Entire communities of new homes, built around central facilities offering medical care, community services and entertainment, are springing up around the country for the growing numbers of retirement-age Britons
Bob and Anne Sears look out at the walled garden from their two-bedroom cottage in a “retirement village” near Maidstone in Kent, and say: “We’ve never regretted moving here.” Three years ago they sold their five-bedroom house in Essex and became the first people to move to Mote House, then still under construction by Audley, one of the biggest developers of retirement villages. Surrounded by 450 acres of parkland, a number of two- and three-bedroom homes have sprung up near Mote House, which dates back to George III and is now being converted into a country club for the elderly.
“We brought our furniture with us. To move somewhere and not be able to take our furniture would have been upsetting,” says Anne. “If you need care, it’s cheaper than being in a care home. Here you have all the carers,” she adds. Anne is 68 and Bob is 84; with the age difference in mind, they feel she will be “looked after” in the village in years to come.
Butlins for the elderly or gated ghettos? Retirement villages are common in the US, New Zealand, Australia and South Africa, and are starting to spring up around the UK as baby boomers move towards retirement. People over the age of 65 now outnumber those of school age in the UK, and soon a quarter of the population will be over retirement age. The average retirement now lasts almost a quarter of a century, according to a 2010 report by estate agent Knight Frank.
In a typical retirement village, houses are grouped around country-club-style facilities at a mansion house, with doctors and nurses on call and a night porter. Facilities at the upmarket end usually include a restaurant, gym, swimming pool, library, hairdresser, fitness classes and lectures. The first-ever retirement community was Sun City in Arizona, built in 1960 and now home to 42,000 people.
Ashley Seager, co-founder of the Intergenerational Foundation, which backs retirement villages, said: “We are contacted by many old people who feel trapped in a big house and would wish to move to more suitable accommodation if only they could find some. Too much development in recent years has been of the wrong sort.”
Some villages come with care homes attached, but not those built by Audley. Nick Sanderson, the company’s chief executive, who also chairs industry body the Association of Retirement Village Operators UK, even believes that care homes can be avoided altogether.
In retirement villages, residents buy their own home and retain their independence, unlike in a retirement home. People living in these villages are less than half as likely to move to an institutional care home after five years of residence than those in standard housing, according to a study by the International Longevity Centre carried out in partnership with Audley, the Extra Care Charitable Trust and sheltered housing managers Retirement Security. They are also less likely to fall – and falls are the leading cause of death through injury for those over 75.
The average care home costs £26,200 a year while the average nursing home costs just over £36,000, according to healthcare information firm Laing & Buisson. Audley’s properties sell for between £250,000 and £500,000, and residents also pay an average annual management fee of £6,000. The minimum age for residents is usually 55, although people tend to be closer to 75 when they move in.
Drinking tea from a mug that says “I’m not retiring – I’m moving to Mote House”, Sanderson, who plans to settle in a retirement village himself eventually, rejects the notion of “gated ghettos”. “It’s completely not that. It’s not a closed door.” He stresses that friends and family visit at weekends – but there is no escaping the fact that elderly residents will be left to themselves for much of the time, and that the villages are often a drive away from the nearest town.

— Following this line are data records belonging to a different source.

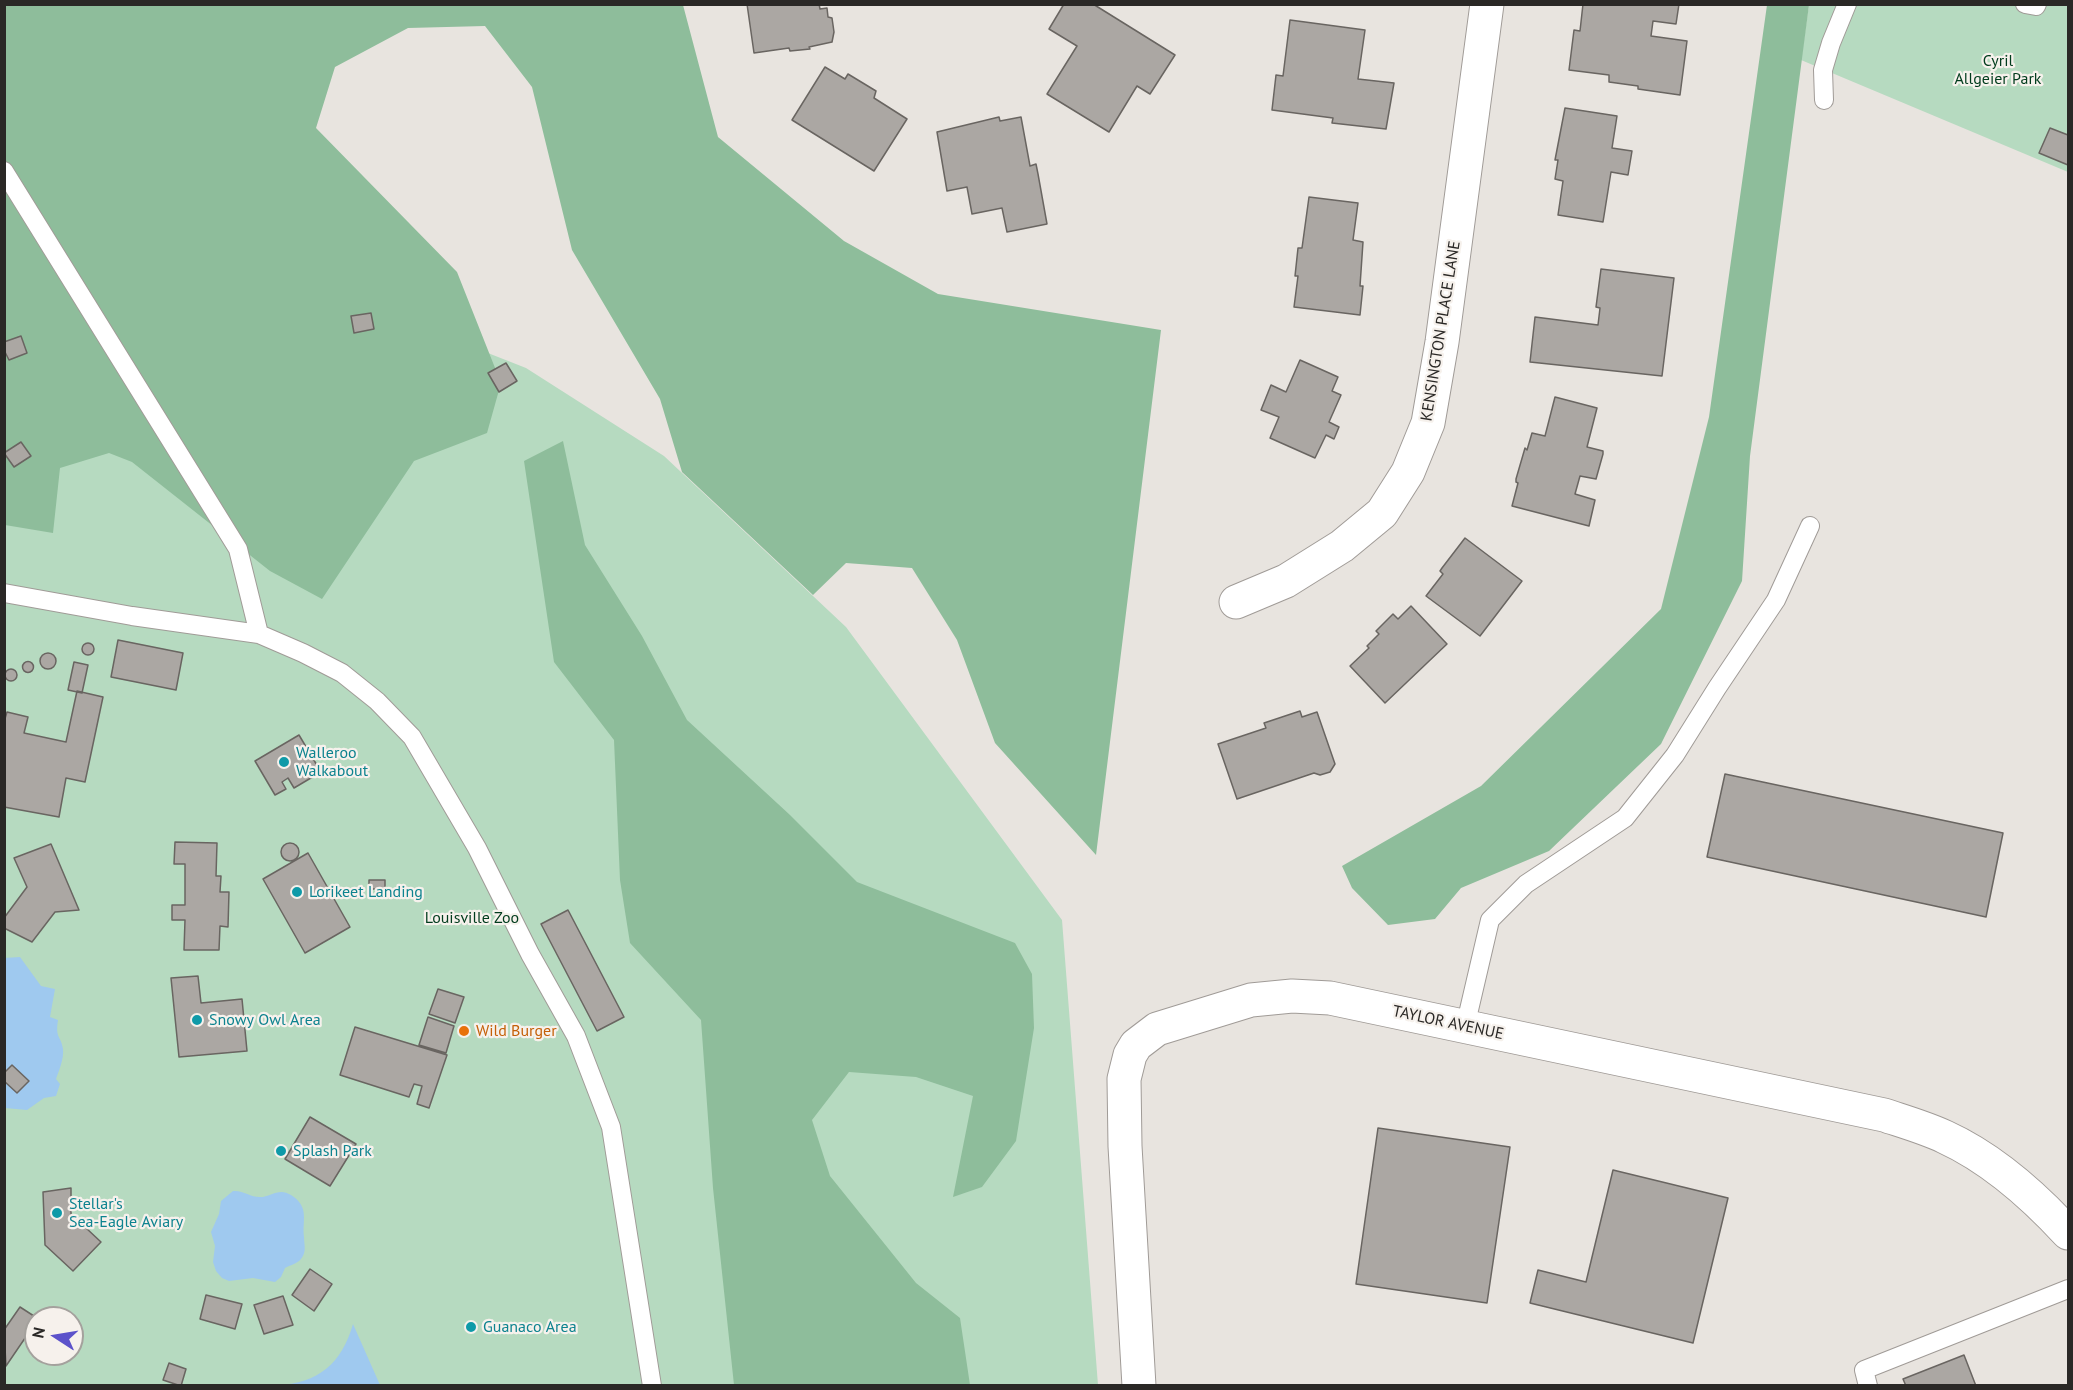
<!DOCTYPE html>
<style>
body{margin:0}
#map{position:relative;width:2073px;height:1390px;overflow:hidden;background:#e8e4df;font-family:"PT Sans",sans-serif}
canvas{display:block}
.frame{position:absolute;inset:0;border:6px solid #2a2826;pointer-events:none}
.north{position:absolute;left:24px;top:1306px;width:60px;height:60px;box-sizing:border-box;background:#f6f1ec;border:2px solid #a4a19d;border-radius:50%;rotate:282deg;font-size:16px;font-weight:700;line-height:24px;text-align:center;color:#2a2826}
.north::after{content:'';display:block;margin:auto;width:21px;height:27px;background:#5c52ca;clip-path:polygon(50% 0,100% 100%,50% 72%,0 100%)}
</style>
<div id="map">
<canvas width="2073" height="1390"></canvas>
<div class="frame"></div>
<div class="north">N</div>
</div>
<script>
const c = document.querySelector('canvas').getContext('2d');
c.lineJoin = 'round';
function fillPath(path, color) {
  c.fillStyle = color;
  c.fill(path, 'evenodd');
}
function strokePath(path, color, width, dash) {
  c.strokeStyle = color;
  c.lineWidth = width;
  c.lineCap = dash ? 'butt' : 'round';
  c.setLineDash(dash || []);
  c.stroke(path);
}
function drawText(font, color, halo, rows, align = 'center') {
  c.font = font + ' "PT Sans",sans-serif';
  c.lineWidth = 4.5;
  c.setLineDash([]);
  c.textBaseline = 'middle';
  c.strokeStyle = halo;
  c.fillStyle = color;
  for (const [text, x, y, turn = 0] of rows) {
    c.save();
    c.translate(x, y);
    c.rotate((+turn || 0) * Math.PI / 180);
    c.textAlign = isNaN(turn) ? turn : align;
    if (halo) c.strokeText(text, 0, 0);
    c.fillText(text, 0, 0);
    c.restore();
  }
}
const green = new Path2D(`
 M1809,5H2068V172L1801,60Z
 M4,172L366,305L526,368L664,456L846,627L1062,920L1098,1385H5ZM36,1318H72V1354H36Z`);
const forest = new Path2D(`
 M4,5H683L718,137L844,241L938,294L1161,330L1096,855L995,743L957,640L912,568L846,563L813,595L682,472L660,399L572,250L532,87L485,26L408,28L335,67L316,128L457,272L501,383L487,433L414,461L322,599L270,571L132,462L109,453L60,468L53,533L5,525Z
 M1767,5H1809L1750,456L1742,581L1661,744L1549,851L1461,888L1435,919L1388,925L1352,888L1342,866L1481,786L1661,609L1709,417Z
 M563,441L585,545L642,636L687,720L790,815L857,882L1015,943L1032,974L1034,1028L1016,1141L982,1187L953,1197L973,1096L916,1077L849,1072L812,1120L830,1176L916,1283L960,1318L970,1385H734L713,1188L701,1020L630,943L620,880L614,740L554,662L524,461Z`);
const water = new Path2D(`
 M20,957L41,986L55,989L50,1017L58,1020C55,1039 61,1035 63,1049C64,1059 59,1070 56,1079L60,1084L56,1096L44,1098L27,1110L5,1108L4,958Z
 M233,1191C243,1190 250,1197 260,1197C271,1197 279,1187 291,1195C310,1207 302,1220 304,1237C304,1244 307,1252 301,1259C297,1264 290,1265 285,1268L281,1277L275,1282L253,1278L229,1281L222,1278L216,1271L213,1262L215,1246L211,1232L219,1214L221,1201Z
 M353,1324L380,1385H277C318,1384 342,1363 353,1324Z`);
const building = new Path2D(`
 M747,4H819L820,9L827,8L828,17L832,18L834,32L832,42L809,47L810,49L790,51L789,48L754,53Z
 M1064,4H1093L1175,55L1150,94L1137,86L1109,132L1047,94L1077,46L1049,29Z
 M1583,4H1679L1676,24L1653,21L1651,36L1687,41L1680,95L1638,89V86L1609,82V75L1569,70L1574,30L1580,31Z
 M1290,20L1365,30L1358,79L1394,83L1386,129L1332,123L1333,118L1272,110L1276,75L1283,76Z
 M825,67L845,79L848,74L876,91L874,98L907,119L874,171L792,120Z
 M1565,108L1617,116L1612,148L1632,151L1628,175L1611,172L1603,222L1558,215L1563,181L1555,179L1558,160H1555Z
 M999,117L1000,121L1021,117L1030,166L1036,164L1038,174L1047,224L1007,232L1002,208L972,214L967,187L947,191L937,132Z
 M2050,128L2068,135V165L2039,153Z
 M1309,197L1358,203L1353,240L1363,242L1360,286H1363L1360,315L1294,307L1298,276H1295L1298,248H1302Z
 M1601,269L1674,278L1662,376L1530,362L1535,317L1598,325L1600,308L1596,307Z
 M371,313L374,329L354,333L351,316Z
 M21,336L27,353L9,360L4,350V342Z
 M1300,360L1338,377L1332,391L1341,395L1329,422L1339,427L1334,439L1326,435L1315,458L1270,438L1279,417L1261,410L1271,385L1286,392Z
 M506,363L517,381L499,392L488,373Z
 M1555,397L1597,408L1587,447L1603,451V454L1596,479L1580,476L1575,494L1595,500L1589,526L1512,506L1518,483L1516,482V479L1525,448L1527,450L1532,433L1545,436Z
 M21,442L31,456L14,467L4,453Z
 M1465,538L1522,581L1480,636L1426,596L1443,574L1440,571L1442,568Z
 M1411,606L1447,644L1385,703L1350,666L1369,648L1367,646L1379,634L1376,631L1393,614L1398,619Z
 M118,640L183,653L176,690L111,677Z
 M82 649a6 6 0 1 1 12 0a6 6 0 1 1-12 0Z
 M40 661a8 8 0 1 1 16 0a8 8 0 1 1-16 0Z
 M22.5 667a5.5 5.5 0 1 1 11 0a5.5 5.5 0 1 1-11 0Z
 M74,662L88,665L82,693L68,690Z
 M5 675a6 6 0 1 1 12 0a6 6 0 1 1-12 0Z
 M77,691L103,697L85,782L66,778L59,817L4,807V722L7,712L28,717L24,733L66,742Z
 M1300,711L1302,717L1317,712L1335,764L1330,772L1320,775L1314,773L1237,799L1218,744L1266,728L1264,723Z
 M299,735L321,772L294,788L288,778L282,782L286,789L275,795L255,761Z
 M1725,774L2003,833L1986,917L1707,857Z
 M175,842L217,843L216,876H221L220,892H229L228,927L220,926L219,950H184L185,920H172V905H185V864H174Z
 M281 852a9 9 0 1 1 18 0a9 9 0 1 1-18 0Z
 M51,844L79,910L55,912L32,942L4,928V918L27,887L14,858Z
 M308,853L350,927L305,953L263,879Z
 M369,880H385V889H369Z
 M568,910L624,1017L597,1031L541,924Z
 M198,976L201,1003L242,999L247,1051L179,1057L171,978Z
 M438,989L464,997L455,1023L429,1014Z
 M428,1017L454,1026L446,1053L419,1045Z
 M355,1027L447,1055L429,1108L417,1104L422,1086L414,1084L409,1097L340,1075Z
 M12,1065L29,1081L17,1093L4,1081V1073Z
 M310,1117L356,1144L330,1186L285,1159Z
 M1378,1128L1510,1147L1487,1303L1356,1284Z
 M1613,1170L1728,1198L1693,1343L1530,1303L1538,1270L1586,1282Z
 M71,1188V1214L101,1242L73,1271L45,1245L43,1192Z
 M310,1269L332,1284L314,1311L292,1295Z
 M206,1295L242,1304L235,1329L200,1319Z
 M283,1296L293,1325L264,1334L254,1305Z
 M20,1307L37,1318L36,1322L6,1366L4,1330Z
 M1964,1355L1976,1386H1906L1903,1379Z
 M169,1363L186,1369L181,1386L163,1380Z`);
const service = new Path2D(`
 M2025,4L2036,6L2037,4
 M1824,100L1823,70L1831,43L1847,4
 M4,171L238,549L259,634
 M4,593L132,616L259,634L303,653L342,673L377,701L412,737L477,848L530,954L576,1036L611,1127L652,1386
 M1465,1027L1490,920L1526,884L1625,818L1675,755L1717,688L1776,600L1810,526
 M1868,1386L1864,1370L2068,1289`);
const minor = new Path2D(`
 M1236,602L1286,581L1342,546L1382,513L1408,472L1428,423L1442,342L1487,4
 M1139,1386L1125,1146L1124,1079L1130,1055L1136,1045L1157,1029L1251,1000L1292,996L1330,998L1884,1115C1905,1122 1926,1128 1945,1137C1993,1159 2033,1195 2068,1233`);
const markers = [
 [284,762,6,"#0f9aa8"],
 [297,892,6,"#0f9aa8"],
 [197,1020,6,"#0f9aa8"],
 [464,1031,6,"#e8710a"],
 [281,1151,6,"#0f9aa8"],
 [57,1213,6,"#0f9aa8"],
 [471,1327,6,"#0f9aa8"]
];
const parkNames = [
 ["Cyril",1998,61],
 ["Allgeier Park",1998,79],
 ["Louisville Zoo",472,918]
];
const streetNames = [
 ["KENSINGTON PLACE LANE",1441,331,-81],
 ["TAYLOR AVENUE",1448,1023,12]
];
const cultureNames = [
 ["Walleroo",296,753],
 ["Walkabout",296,771],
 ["Lorikeet Landing",309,892],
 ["Snowy Owl Area",209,1020],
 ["Splash Park",293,1151],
 ["Stellar's",69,1204],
 ["Sea-Eagle Aviary",69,1222],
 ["Guanaco Area",483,1327]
];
const foodNames = [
 ["Wild Burger",476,1031]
];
fillPath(green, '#b6dac0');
fillPath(forest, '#8ebd9b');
fillPath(water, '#9fc9ef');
fillPath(building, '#aba7a3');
strokePath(building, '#696561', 1.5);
strokePath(service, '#a09b97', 20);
strokePath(minor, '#a09b97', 35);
strokePath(service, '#fff', 18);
strokePath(minor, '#fff', 33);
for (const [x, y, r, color] of markers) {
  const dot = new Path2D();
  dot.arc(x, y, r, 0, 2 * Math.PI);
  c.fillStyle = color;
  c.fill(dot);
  strokePath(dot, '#f6f1ec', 2);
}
drawText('16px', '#013c1d', '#f6f1ec', parkNames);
drawText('16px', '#2a2826', '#f6f1ec', streetNames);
drawText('16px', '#0d838f', '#f6f1ec', cultureNames, 'left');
drawText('16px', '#c56008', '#f6f1ec', foodNames, 'left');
</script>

Richard Davies, chief executive of LifeCare Residences, which runs two retirement villages in the UK and is building a third one in Battersea in London, says the bulk of residents will come from within a five mile radius. “They all live in the local area.”
Property prices at London’s first luxury retirement village, near Battersea Park, will range from £400,000 to £2.5m for penthouse apartments. Despite the hefty price tags, Davies generally believes that retirement villages are “not a lifestyle choice but need-driven”.
Living in a block of “retirement flats” is cheaper: homes in developer McCarthy & Stone’s blocks near Liverpool, for example, cost from £129,950. There are also more affordable villages – ExtraCare offers properties for rent, part-purchase and purchase across the Midlands and the north.
However, rather than providing a stress-free retirement, some controversial operators such asPeverel, which looks after 65,000 retirement homes, mainly in McCarthy & Stone developments, and used to be part of Vincent Tchenguiz’s empire, have come under attack over excessive fees and poor service – allegations it disputes. Unlike the care home sector, retirement villages are not regulated.
Just 0.5% of over-65s live in retirement villages in Britain, compared with 6% of elderly Americans (12% in some areas) and 5.5% of older New Zealanders. “The whole sector is still very much in its infancy [in the UK],” says Sanderson. But he believes retirement villages “will be the biggest thing in housing for the next 25 years.”